Task statement:
From the entries below, gather every line containing the string "need".

Given records:
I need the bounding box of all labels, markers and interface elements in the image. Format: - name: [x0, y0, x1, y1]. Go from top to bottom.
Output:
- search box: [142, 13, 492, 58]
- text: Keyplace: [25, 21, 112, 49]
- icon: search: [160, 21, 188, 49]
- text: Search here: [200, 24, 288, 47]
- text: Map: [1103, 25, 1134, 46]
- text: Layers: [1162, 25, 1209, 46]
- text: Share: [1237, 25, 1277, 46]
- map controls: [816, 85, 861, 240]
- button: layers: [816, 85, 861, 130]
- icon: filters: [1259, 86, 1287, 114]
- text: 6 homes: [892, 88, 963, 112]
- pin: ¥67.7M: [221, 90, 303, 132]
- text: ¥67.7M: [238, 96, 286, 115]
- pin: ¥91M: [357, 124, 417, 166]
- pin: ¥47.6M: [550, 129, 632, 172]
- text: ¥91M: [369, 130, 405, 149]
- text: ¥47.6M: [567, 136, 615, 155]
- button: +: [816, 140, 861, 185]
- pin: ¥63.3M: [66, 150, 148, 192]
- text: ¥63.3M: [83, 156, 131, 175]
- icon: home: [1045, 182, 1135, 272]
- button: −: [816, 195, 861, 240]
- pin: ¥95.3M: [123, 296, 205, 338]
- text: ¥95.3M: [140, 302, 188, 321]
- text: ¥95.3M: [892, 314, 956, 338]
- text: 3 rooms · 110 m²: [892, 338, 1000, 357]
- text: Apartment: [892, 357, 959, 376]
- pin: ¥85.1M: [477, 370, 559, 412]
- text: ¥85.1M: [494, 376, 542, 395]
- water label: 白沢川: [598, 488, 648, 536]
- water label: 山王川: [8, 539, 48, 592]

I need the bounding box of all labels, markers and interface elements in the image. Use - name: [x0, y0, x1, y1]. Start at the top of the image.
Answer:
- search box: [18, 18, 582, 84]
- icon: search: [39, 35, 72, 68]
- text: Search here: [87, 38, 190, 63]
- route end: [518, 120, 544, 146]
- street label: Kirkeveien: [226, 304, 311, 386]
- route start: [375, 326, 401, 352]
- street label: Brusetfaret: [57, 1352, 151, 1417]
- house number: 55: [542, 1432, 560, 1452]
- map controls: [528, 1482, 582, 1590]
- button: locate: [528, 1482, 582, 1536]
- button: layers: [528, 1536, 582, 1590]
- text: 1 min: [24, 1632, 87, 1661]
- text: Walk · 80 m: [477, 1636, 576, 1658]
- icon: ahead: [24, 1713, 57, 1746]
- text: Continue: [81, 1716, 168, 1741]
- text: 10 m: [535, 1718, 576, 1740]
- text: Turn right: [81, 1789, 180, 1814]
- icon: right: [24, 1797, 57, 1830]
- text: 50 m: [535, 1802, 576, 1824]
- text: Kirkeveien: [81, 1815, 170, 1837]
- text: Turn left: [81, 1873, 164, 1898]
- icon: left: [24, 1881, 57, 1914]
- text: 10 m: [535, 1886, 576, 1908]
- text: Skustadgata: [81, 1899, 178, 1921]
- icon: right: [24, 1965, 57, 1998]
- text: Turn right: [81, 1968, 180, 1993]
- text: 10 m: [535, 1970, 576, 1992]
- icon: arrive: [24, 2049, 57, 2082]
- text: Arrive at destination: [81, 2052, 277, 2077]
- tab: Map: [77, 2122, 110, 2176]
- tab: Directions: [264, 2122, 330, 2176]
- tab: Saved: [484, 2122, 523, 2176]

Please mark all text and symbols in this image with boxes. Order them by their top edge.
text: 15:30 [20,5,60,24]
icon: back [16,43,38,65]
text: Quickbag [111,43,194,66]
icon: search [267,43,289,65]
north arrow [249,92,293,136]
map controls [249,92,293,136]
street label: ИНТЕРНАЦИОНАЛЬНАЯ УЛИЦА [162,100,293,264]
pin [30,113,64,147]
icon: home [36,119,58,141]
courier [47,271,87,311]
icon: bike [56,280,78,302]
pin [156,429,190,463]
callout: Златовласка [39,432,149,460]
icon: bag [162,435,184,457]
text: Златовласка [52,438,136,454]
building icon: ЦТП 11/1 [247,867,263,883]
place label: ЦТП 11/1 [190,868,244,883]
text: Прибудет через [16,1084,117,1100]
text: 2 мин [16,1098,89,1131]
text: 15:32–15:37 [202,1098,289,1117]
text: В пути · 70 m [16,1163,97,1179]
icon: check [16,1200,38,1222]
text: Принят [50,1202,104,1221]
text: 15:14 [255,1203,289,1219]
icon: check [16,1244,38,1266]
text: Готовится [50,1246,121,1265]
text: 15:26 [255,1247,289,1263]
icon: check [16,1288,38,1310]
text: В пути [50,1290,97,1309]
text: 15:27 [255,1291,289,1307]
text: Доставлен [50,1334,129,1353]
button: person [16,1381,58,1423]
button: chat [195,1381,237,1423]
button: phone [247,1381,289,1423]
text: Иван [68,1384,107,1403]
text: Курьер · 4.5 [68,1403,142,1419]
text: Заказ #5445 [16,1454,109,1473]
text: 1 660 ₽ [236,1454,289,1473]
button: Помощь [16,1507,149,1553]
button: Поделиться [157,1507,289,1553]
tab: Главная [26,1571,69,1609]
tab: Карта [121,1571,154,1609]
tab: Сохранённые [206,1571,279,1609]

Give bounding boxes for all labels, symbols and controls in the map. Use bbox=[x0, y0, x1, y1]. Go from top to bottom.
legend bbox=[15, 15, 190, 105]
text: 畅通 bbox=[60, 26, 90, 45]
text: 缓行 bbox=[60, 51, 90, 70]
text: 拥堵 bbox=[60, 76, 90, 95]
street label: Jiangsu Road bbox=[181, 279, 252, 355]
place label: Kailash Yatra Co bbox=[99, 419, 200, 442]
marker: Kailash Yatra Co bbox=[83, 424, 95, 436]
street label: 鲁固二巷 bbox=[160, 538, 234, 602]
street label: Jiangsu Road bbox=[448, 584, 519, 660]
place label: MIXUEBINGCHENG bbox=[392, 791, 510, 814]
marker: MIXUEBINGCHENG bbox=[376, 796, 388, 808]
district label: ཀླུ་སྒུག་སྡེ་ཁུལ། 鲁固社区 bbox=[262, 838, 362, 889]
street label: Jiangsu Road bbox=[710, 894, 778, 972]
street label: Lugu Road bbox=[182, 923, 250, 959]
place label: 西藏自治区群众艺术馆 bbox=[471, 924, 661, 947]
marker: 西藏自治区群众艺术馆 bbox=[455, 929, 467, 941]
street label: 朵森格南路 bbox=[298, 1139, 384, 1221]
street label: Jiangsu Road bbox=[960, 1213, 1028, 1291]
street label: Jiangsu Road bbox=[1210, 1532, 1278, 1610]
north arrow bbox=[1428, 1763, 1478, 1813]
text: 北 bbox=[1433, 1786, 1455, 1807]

Reply:
I need the bounding box of all labels, markers and interface elements in the image. Format: - name: [x0, y0, x1, y1]. Go from top to bottom.
I need the bounding box of all labels, markers and interface elements in the image. Use - name: [x0, y0, x1, y1]. Start at the top of the image.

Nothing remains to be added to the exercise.